Cattolica’s Clam

Among the excellences of Cattolica, the clam stands out. This small saltwater mollusk (chamelea gallina) is a marine bivalve of the family Veneridae, characterized by concentric ridges on the shell and its whitish, cream or pale yellow colour, with three red-brown radiating rays. Unlike the cross-cut carpet shell (ruditapes decussatus), which is bigger and meatier, this kind of smaller clam owns a unique taste, surely more rich in flavour.
The clam is central to both local cuisine and local economy: indeed, thanks to the development of this kind of fishing, the city has seen a large economic growth since the 1980’s. The clam is called in the local dialect puracia (italianized poveraccia) which could be translated as “poor” or “poor thing”. Since it can be picked up on the water edge during low tide, in the past people were used to go to the beach to collect clams, and also grooved razor shells (solen marginatus), so as to feed the entire family with little effort.

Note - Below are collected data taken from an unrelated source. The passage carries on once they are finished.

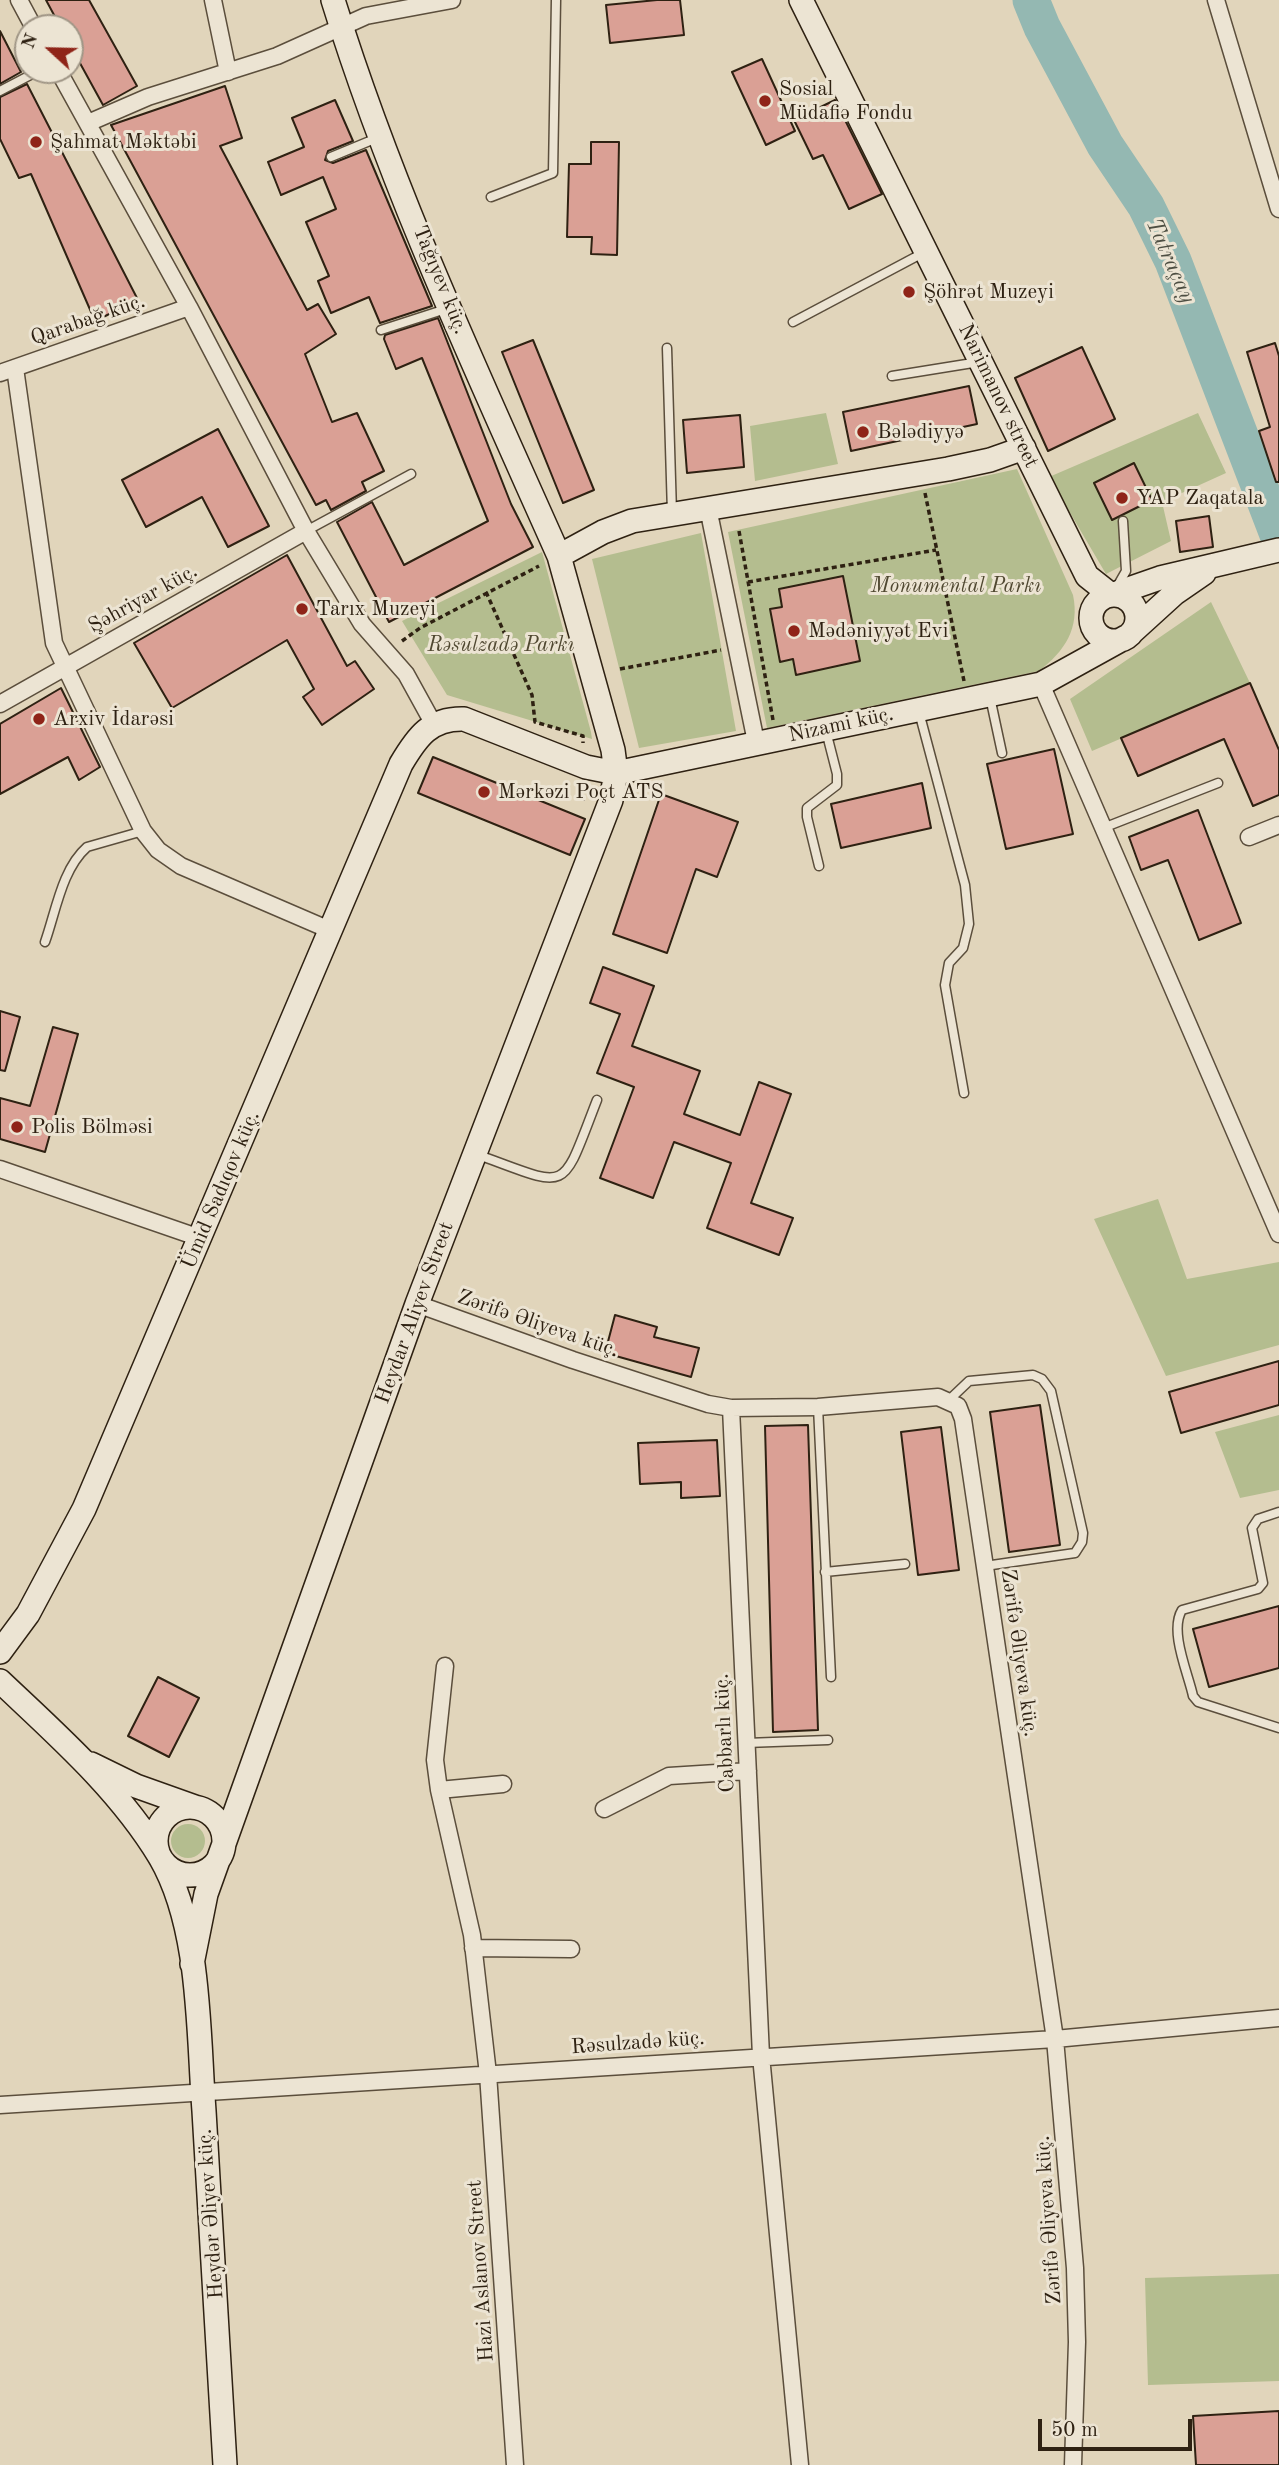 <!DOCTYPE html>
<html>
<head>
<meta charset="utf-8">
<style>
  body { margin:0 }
  #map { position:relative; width:1279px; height:2465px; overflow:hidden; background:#e1d5bb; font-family:"Old Standard TT",serif }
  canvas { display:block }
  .north { position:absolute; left:14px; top:14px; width:70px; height:70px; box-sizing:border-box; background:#ece4d3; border:2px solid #a09686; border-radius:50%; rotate:292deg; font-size:19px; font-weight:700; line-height:28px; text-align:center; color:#2e2112 }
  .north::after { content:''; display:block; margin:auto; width:24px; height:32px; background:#8f2418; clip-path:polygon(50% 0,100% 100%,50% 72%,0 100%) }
  .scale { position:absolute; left:1038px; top:2419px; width:154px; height:32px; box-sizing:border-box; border:4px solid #2e2112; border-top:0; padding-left:9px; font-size:21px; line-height:24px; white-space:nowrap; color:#2e2112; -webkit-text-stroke:5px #ece4d3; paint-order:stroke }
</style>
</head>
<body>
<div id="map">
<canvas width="1279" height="2465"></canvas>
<div class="north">N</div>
<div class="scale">50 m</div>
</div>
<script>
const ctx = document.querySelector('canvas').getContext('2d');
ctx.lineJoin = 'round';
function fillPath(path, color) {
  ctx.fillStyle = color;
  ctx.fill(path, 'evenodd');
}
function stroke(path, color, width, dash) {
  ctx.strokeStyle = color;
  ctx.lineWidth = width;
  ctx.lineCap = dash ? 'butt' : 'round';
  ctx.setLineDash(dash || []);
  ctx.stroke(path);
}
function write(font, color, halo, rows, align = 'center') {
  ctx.font = font + ' "Old Standard TT",serif';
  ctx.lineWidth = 6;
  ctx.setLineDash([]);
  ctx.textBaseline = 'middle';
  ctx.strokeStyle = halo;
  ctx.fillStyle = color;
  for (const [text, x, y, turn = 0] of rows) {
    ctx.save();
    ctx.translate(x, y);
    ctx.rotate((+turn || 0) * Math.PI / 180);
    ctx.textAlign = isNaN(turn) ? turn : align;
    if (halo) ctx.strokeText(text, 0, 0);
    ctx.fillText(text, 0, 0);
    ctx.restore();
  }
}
fillPath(new Path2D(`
  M826 413 838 464 755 481 750 426Z
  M1198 413 1226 473 1162 502 1171 541 1106 574 1049 477Z
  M1017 469 1073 595C1080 628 1065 651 1039 671L767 728 728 532Z
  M701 533 736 731 639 748 592 559Z
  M542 552 591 732 592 739 447 695 402 621Z
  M1211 602 1250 683 1092 751 1070 699Z
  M1158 1199 1187 1279 1279 1262V1345L1166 1376 1094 1219Z
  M1279 1415V1490L1240 1498 1215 1432Z
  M171 1841a17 17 0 1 1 34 0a17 17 0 1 1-34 0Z
  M1279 2274V2381L1148 2385 1145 2278Z`), '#b4bd8f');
stroke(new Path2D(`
  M1031 0 1042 27 1105 145 1146 206 1173 261 1279 537`), '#94b8b2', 37);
const building = new Path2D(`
  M46 0H89L137 86 103 105 70 45V28H61Z
  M657 0H680L684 35 610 43 606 5Z
  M0 31 21 72 0 84Z
  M762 59 795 131 766 145 732 72Z
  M27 84 138 300 95 321 31 174 19 178 0 139V97Z
  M225 86 242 138 220 146 307 310 318 304 336 334 305 354 332 422 357 413 384 471 362 482 366 491 331 510 326 500 316 505 111 125Z
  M335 100 353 141 328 151 325 160 333 163 366 150 432 306 380 323 369 297 331 313 318 281 329 276 306 222 336 209 323 177 281 195 268 162 304 147 292 118Z
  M835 100 882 194 849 209 823 155 813 159 794 120Z
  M591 142H619L617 255 591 254 592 237H567L569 164H591Z
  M438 318 511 504 533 547 389 622 337 522 372 502 404 565 488 521 422 358 396 369 384 339 385 335Z
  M533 340 594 490 563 503 502 352Z
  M1275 343 1279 356V482H1276L1259 431 1270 427 1247 352Z
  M1082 347 1115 419 1048 451 1015 378Z
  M969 386 977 424 851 451 843 412Z
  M740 415 744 467 687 473 683 420Z
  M218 429 269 526 228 547 202 497 146 527 122 480Z
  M1134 463 1152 500 1112 520 1094 483Z
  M1209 516 1213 547 1180 552 1176 521Z
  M287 555 347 666 355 661 374 689 322 725 303 697 314 689 287 640 172 708 134 643Z
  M843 576 860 661 796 675 793 659 780 662 770 609 782 607 779 589Z
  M1250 683 1279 750V795L1253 806 1224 739 1138 776 1121 738Z
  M61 688 100 767 79 780 68 757 0 794V724Z
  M1054 749 1073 834 1006 849 987 764Z
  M433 757 585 819 570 855 418 793Z
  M922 783 931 828 841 848 831 804Z
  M661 794 738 822 717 877 696 869 667 953 613 934Z
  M1198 810 1241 923 1199 940 1168 860 1141 870 1129 837Z
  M603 967 654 986 632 1046 700 1071 684 1114 740 1135 759 1082 791 1094 751 1203 793 1218 779 1255 707 1228 731 1163 674 1142 653 1198 600 1178 634 1087 597 1073 620 1014 590 1003Z
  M0 1011 20 1017 5 1071 0 1070Z
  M53 1027 78 1034 45 1152 0 1139V1098L30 1106Z
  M615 1315 657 1327 654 1337 699 1348 691 1377 605 1353Z
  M1279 1361V1405L1181 1433 1169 1392Z
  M1040 1405 1060 1545 1009 1552 990 1412Z
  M808 1425 818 1730 773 1732 765 1426Z
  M941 1427 959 1570 918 1575 901 1432Z
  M717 1440 720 1496 681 1498V1482L640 1484 638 1443Z
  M1279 1606V1668L1209 1687 1193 1629Z
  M158 1677 199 1698 169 1757 128 1736Z
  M1279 2411V2465H1196L1193 2416Z`);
fillPath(building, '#daa095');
stroke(building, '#2e2112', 2);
const lane = new Path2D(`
  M0 91 40 70
  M331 157 377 138
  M491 197 553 173 556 0
  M793 322 923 253
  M381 330 449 308
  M667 348 672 513
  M892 376 979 362
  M306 531 411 474
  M1118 585 1126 571 1123 521
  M990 697 1002 753
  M919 712 965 885 969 924 963 948 949 963 945 985 964 1093
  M1103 828 1218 783
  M819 866 807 817V808L837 785V774L826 731
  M45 942C56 911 62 869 87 847L143 831
  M476 1154C572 1189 560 1195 597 1100
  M949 1400 969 1381 1033 1375 1042 1379 1051 1391 1083 1533 1082 1542 1075 1553 985 1566
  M818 1407 831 1677
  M1279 1512 1258 1519 1252 1528 1263 1583 1258 1589 1182 1610C1169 1631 1188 1673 1193 1696L1198 1702 1279 1728
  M825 1572 905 1564
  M746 1743 828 1740`);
const street = new Path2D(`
  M19 0 34 28
  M213 0 228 72
  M1216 0 1279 209
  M58 70 189 307 306 531 362 624 406 674 433 723
  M88 123 148 97 277 56 366 16 452 0
  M15 368 54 643 143 831 158 850 181 866 332 931
  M0 373 189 307
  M708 508 756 742
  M1041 684 1279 1234
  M0 704 306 531
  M1249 837 1279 825
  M0 1169 200 1238
  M417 1304 573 1360 708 1404 731 1408 818 1407 938 1397 958 1406 963 1419 1055 2039 1075 2268 1077 2342 1073 2465
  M731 1408 761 2056 800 2465
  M445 1666 435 1760 439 1790 472 1935 488 2074 515 2465
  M439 1790 503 1784
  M604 1809 669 1776 748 1771
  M473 1948 571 1949
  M0 2105 1055 2039 1279 2018`);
const secondary = new Path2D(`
  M333 0C392 191 478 374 559 556
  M801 0 1087 576 1111 595 1160 578 1279 550
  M1091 618a23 23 0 1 1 46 0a23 23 0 1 1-46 0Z
  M1131 633 1175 593 1204 573
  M0 1652 28 1614 84 1509 401 764C417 737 430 718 464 719L586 767 616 773 1041 684 1126 637
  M0 1681C57 1735 119 1789 160 1857 201 1927 198 2032 204 2111 212 2229 219 2347 225 2465
  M91 1764 136 1786 195 1807
  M156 1841a34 34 0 1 1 68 0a34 34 0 1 1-68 0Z
  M192 1964 206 1894 417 1304 611 800 616 773 613 750 559 556 603 532 632 521 948 469 990 460 1024 448`);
stroke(lane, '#5b4e3c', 11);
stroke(street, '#5b4e3c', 19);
stroke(secondary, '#2e2112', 26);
stroke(new Path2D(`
  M925 493 964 681
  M739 531 773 720
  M748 582 936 550
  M486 592 532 695 535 722 583 736V743
  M402 641 420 628 539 566
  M620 669 721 650
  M583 801V786`), '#2e2112', 3.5, [5, 3.5]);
stroke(lane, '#ece4d3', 8);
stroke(street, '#ece4d3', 16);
stroke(secondary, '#ece4d3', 23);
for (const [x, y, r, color] of [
  [765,101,7,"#8f2418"],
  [36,142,7,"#8f2418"],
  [909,292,7,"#8f2418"],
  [863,432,7,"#8f2418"],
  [1122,498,7,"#8f2418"],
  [302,609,7,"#8f2418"],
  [794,631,7,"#8f2418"],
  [39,719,7,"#8f2418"],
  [484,792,7,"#8f2418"],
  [17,1127,7,"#8f2418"]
]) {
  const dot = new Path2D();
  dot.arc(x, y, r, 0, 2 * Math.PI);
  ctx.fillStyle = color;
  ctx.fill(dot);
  stroke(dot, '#ece4d3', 2.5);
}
write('21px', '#2e2112', '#ece4d3', [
  ["Sosial",779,89],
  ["Müdafiə Fondu",779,113],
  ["Şahmat Məktəbi",50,142],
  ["Şöhrət Muzeyi",923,292],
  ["Bələdiyyə",877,432],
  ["YAP Zaqatala",1136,498],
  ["Tarıx Muzeyi",316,609],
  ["Mədəniyyət Evi",808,631],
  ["Arxiv İdarəsi",53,719],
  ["Mərkəzi Poçt ATS",498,792],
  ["Polis Bölməsi",31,1127]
], 'left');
write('21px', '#2e2112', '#ece4d3', [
  ["Tağıyev küç.",440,280,68],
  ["Qarabağ küç.",88,320,-19],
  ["Narimanov street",998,396,64],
  ["Şəhriyar küç.",143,599,-29],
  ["Nizami küç.",841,725,-12],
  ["Ümid Sadıqov küç.",221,1190,-67],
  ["Heydar Aliyev Street",415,1313,-70],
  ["Zərifə Əliyeva küç.",538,1324,19],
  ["Zərifə Əliyeva küç.",1019,1653,82],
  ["Cabbarlı küç.",725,1733,-93],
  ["Rəsulzadə küç.",638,2043,-4],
  ["Heydər Əliyev küç.",211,2214,-94],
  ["Zərifə Əliyeva küç.",1049,2220,-94],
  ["Hazi Aslanov Street",481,2271,-94]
]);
write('italic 21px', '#504831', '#ece4d3', [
  ["Monumental Parkı",956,586],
  ["Rəsulzadə Parkı",501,645]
]);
write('italic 23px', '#4d4e42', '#ece4d3', [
  ["Tatraçay",1170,261,66]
]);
</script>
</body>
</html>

Therefore, the dialect name, as it was considered a food of the poor people. Cattolica’s clam is the main ingredient of many dishes of the local cuisine, such as the classic spaghetti alla marinara (seafood spaghetti, that can be white or with red sauce), or the sophisticated seafood risotto. It is sometimes cooked in a seasoned red sauce with polenta morbida (soft cornemal mush), or can be served as a warm appetizer, the typical vongole alla marinara: the opened clams are stir-fried with olive oil, seasoned with a mix of black pepper, garlic and parsley, and served with slices of toasted bread. Docked in line in the old part of the Harbour, it is possible to admire the typical clam Fishing Boats, characterized by a big rust red rake. The Boats are equipped with a turbo blower,
necessary to lift the seabed in which the clams live, approximately 15cm below the sand surface. Finally, thanks to the Dredger, the clams are collected and drained from the sand, then packed in bags. Until the mid 1950’s an iron tool, called ferro da vongole (iron for clams) in Italian and smenacùl in dialect, was used, composed by an half-circle wire net, connected to a wooden handle. In the past the net was made of hemp, and the sailors used to bring it back home everyday to let it dry in front of the chimney. Today, an example of the smenacùl is preserved in the City Museum.